Reliance on Brief Measures to Predict Reading Outcomes. Screening is typically characterized by the administration of brief measures that are easy to implement reliably. A typical screening task for reading includes the use of ORF. Research on ORF shows that while it is highly correlated with overall reading comprehension, the correlation is not perfect (Fuchs, Fuchs, Hosp, & Jenkins, 2001). In research that examines what factors account for individual differences in reading ability, ORF accounts for a significant portion, but not all, of the variation in performance. In earlier grades, word identification fluency (WIF) is also a strong predictor of early reading ability, but again, not a perfect one (Fuchs, Fuchs, & Compton, 2004; Schatschneider, 2006) This means that screening instruments that rely on single measures such as ORF or WIF will provide fairly good information about student performance, but alone they can't provide information at levels needed for an effective RTI process (>90% sensitivity; >80% specificity).

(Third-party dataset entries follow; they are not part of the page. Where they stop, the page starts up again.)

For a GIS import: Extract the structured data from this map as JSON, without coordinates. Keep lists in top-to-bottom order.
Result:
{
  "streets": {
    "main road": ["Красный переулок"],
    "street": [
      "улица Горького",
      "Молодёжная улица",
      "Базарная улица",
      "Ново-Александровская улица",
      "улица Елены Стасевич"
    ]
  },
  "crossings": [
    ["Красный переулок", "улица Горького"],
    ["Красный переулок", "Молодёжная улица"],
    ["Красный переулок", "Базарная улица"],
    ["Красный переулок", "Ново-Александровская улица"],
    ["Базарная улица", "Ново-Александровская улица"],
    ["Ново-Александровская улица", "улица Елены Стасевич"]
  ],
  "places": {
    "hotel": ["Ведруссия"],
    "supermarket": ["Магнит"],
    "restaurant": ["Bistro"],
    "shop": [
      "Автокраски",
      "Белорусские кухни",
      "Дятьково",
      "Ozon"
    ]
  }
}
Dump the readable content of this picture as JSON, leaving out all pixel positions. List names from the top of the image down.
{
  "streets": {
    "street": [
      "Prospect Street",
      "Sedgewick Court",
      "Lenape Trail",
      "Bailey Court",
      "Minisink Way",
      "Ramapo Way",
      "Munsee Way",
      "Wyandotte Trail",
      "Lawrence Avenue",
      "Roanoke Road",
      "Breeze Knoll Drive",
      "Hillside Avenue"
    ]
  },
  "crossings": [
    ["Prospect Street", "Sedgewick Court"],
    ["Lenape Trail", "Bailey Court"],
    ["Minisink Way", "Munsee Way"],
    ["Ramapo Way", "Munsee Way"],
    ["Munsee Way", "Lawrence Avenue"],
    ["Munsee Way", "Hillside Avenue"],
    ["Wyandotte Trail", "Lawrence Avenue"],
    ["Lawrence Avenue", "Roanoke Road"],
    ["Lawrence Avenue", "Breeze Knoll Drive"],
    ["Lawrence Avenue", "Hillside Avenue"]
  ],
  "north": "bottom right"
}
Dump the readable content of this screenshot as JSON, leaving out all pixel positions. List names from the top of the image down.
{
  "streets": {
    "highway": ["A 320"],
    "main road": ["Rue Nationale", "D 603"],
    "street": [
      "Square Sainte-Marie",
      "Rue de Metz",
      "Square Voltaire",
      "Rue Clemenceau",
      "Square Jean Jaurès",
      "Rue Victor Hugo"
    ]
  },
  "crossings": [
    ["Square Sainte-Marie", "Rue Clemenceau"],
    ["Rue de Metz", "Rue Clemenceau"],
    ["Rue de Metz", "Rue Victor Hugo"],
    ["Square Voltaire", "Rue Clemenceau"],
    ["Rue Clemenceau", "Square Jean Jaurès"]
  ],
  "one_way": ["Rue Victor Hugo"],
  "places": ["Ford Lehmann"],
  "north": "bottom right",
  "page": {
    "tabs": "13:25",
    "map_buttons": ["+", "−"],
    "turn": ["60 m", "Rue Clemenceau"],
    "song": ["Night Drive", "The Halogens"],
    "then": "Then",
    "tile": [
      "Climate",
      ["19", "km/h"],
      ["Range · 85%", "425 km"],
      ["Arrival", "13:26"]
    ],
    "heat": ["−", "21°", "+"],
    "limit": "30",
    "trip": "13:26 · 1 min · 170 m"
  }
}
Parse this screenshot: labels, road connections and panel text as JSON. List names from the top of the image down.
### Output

Achieving high accuracy levels from a single, brief screening instrument is difficult, yet current school-based models of RTI make achieving high accuracy critical. Many schools move a student straight from screening to intervention placement. This approach to screening and intervention has been described as a "direct route" (DR) model (Jenkins, Hudson, & Johnson, 2007; Jenkins & Johnson, 2008). The DR approach to screening and intervention is expedient, but it requires even greater accuracy levels from a screening instrument since there is no further assessment to correct initial classification errors (Johnson, Humphrey, & Mclenna, 2008). The DR approach based on single screening measures may compromise classification accuracy and, more importantly, may compromise the investigation of the student's specific difficulties so that interventions aligned with student needs can be provided.


What Screening Approaches Result in Higher Accuracy?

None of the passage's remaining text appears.